JAISALMER: It seems like an age ago that we were in Mysore, where I posted the last lame blog story, but it has just been three weeks. Since that time we have come a bloody long way again, clocking up more miles on the train and bus than I care to calculate (yet). We have also had some varied standout and forgettable moments from getting a new travel companion and seeing more amazing sights and scenery to having to put up with polluted, rubbish filled cities and battle touts and other pests (including an audacious autorickshaw driver who chased us done a lane trying to take us to a commission paying hotel).
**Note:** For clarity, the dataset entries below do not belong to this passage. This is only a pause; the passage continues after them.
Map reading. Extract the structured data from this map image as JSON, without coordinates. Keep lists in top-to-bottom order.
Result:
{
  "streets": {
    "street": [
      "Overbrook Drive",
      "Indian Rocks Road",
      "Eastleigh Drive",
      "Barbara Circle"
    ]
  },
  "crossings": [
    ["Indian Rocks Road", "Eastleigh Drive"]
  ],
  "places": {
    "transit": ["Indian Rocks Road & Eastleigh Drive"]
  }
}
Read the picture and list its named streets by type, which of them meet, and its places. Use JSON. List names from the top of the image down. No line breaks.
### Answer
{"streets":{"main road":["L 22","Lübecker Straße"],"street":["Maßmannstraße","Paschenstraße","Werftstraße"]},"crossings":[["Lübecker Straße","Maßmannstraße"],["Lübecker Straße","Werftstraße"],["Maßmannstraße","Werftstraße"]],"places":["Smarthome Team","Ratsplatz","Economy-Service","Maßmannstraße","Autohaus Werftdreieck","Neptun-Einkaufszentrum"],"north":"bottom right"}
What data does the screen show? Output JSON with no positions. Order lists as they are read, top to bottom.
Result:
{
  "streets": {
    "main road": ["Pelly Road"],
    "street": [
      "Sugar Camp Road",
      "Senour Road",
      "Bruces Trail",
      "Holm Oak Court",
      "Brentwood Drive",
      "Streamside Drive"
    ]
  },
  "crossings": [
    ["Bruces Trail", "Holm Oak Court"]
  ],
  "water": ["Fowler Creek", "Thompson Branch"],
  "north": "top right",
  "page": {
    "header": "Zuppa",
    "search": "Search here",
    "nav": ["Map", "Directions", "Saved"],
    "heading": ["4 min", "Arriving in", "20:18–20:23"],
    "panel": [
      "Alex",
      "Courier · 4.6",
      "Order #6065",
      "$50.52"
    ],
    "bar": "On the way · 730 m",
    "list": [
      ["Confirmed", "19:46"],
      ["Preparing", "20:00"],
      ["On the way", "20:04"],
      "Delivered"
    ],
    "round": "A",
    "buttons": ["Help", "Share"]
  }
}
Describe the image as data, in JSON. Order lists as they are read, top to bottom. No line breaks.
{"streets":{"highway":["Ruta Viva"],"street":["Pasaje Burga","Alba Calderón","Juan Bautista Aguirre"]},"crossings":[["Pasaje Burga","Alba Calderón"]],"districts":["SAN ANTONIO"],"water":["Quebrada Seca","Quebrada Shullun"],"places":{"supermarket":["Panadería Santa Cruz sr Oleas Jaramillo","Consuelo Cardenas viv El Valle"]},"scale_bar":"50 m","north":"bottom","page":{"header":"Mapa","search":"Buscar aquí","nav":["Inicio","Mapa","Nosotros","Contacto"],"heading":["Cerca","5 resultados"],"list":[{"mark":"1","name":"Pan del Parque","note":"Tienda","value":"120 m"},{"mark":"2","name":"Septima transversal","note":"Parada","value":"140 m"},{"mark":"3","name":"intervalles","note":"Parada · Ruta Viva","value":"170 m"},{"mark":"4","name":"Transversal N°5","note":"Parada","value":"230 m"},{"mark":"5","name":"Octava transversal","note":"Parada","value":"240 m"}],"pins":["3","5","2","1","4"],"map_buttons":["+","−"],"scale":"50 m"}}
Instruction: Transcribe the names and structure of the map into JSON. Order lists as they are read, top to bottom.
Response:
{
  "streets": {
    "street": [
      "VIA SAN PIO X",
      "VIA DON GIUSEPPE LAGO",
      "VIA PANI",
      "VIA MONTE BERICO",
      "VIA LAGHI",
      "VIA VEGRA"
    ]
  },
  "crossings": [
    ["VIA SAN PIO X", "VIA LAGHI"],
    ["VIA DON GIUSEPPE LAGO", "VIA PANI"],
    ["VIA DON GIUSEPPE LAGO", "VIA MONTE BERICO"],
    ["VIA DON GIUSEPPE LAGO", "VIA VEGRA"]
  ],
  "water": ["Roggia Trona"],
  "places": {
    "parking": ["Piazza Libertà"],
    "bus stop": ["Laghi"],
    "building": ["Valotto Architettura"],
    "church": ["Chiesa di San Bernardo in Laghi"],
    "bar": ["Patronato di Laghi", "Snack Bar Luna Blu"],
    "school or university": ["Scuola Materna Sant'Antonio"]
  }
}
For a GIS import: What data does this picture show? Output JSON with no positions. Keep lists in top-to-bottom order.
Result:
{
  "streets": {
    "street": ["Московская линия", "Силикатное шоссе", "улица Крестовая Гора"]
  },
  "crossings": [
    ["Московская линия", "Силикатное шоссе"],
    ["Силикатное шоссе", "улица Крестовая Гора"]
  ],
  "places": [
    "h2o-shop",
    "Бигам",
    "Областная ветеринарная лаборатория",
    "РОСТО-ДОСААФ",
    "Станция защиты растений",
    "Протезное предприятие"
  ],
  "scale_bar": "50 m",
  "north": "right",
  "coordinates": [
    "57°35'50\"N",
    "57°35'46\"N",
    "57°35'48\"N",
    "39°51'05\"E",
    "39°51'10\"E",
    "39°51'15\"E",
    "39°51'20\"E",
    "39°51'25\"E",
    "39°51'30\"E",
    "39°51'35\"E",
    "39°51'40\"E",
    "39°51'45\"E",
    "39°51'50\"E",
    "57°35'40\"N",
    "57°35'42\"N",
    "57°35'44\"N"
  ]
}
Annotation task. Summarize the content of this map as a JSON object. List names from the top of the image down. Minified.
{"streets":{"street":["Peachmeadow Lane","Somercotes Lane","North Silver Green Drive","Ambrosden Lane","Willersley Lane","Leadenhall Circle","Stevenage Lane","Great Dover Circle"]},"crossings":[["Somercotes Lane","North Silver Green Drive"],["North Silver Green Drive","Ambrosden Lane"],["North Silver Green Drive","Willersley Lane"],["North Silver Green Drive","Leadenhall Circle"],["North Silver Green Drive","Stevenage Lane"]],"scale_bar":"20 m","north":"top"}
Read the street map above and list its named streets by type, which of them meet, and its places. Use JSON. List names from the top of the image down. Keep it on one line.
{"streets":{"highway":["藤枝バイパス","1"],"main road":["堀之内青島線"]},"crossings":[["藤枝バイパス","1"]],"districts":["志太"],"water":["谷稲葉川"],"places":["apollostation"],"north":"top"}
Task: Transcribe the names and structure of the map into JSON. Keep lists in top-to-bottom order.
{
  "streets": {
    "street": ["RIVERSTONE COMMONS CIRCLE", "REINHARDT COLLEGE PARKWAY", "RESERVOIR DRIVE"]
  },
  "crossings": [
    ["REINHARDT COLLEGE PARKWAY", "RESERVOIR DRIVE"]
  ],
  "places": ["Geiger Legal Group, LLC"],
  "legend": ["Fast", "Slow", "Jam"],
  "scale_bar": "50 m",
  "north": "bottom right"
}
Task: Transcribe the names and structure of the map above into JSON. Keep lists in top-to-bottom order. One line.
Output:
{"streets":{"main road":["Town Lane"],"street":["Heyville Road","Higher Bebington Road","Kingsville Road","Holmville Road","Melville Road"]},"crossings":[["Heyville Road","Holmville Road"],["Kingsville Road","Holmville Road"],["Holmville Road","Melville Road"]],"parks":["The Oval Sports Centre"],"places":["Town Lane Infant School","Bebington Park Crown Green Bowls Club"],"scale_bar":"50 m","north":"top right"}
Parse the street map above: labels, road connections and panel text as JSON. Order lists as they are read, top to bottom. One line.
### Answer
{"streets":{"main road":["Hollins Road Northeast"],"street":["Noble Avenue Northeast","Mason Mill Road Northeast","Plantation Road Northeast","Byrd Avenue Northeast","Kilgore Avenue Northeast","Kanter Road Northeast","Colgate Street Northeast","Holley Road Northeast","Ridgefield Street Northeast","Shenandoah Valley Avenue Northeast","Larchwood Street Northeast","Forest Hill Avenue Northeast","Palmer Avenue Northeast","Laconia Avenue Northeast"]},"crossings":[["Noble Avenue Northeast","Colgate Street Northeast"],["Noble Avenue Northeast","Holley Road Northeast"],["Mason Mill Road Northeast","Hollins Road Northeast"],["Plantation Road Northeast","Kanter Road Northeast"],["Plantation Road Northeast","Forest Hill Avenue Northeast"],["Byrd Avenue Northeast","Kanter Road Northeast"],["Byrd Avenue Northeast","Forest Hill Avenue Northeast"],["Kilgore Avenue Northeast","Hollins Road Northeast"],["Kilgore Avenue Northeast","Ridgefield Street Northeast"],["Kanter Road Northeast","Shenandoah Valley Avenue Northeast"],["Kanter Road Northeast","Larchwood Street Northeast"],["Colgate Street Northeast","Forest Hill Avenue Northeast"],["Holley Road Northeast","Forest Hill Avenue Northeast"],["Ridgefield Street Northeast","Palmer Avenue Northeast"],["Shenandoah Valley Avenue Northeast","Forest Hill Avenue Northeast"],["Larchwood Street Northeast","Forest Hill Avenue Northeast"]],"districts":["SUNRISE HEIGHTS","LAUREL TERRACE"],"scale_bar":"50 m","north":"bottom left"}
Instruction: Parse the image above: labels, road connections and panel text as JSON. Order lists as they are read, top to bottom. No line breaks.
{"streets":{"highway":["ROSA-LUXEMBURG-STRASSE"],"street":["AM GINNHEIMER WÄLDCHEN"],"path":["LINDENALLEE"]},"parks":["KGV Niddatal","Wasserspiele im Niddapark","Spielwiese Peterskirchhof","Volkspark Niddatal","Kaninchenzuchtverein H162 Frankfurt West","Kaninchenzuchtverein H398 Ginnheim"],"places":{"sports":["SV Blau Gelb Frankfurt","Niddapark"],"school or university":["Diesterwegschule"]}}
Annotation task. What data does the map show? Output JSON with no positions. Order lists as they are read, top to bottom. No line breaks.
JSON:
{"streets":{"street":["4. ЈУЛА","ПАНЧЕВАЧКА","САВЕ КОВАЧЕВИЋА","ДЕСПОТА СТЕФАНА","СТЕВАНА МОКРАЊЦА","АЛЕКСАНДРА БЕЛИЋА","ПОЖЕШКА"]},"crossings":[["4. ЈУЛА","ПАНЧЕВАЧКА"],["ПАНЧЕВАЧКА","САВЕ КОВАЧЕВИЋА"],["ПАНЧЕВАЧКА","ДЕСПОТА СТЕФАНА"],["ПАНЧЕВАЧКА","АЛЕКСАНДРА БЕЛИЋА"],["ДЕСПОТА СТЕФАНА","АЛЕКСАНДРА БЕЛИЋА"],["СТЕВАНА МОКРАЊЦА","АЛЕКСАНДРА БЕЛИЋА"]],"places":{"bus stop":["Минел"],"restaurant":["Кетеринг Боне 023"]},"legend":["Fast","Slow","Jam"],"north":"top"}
Mysore was a standout town for us and India; it was actually fairly clean and livable. There were large boulevards to walk down and a brilliant market to explore, and then there was its fabulous palace, built only a hundred years ago, but quite impressive. After trying to sneak in with our camera (they were banned) we joined the hundreds of locals in marveling at its magnificent rooms.
Our time in Mysore also coincided with the start of the India's major festival period; Diwali, the festival of lights. We have since christened it the never-ending Diwali as it has followed us like that autorickshaw. The festival would be great if it was just the fireworks but as it turns out it also involves kids igniting fire crackers - the exploding, banging kind.
There doesn't seem to be any regulation on the size of bang either. Sitting and trying to have an evening meal while an explosion rocks you and the buildings around is not much fun – especially in a country that has active terrorism. But that is just a minor complaint and since Mysore the sights we have seen more than make up for the long travel or kids risking their fingers.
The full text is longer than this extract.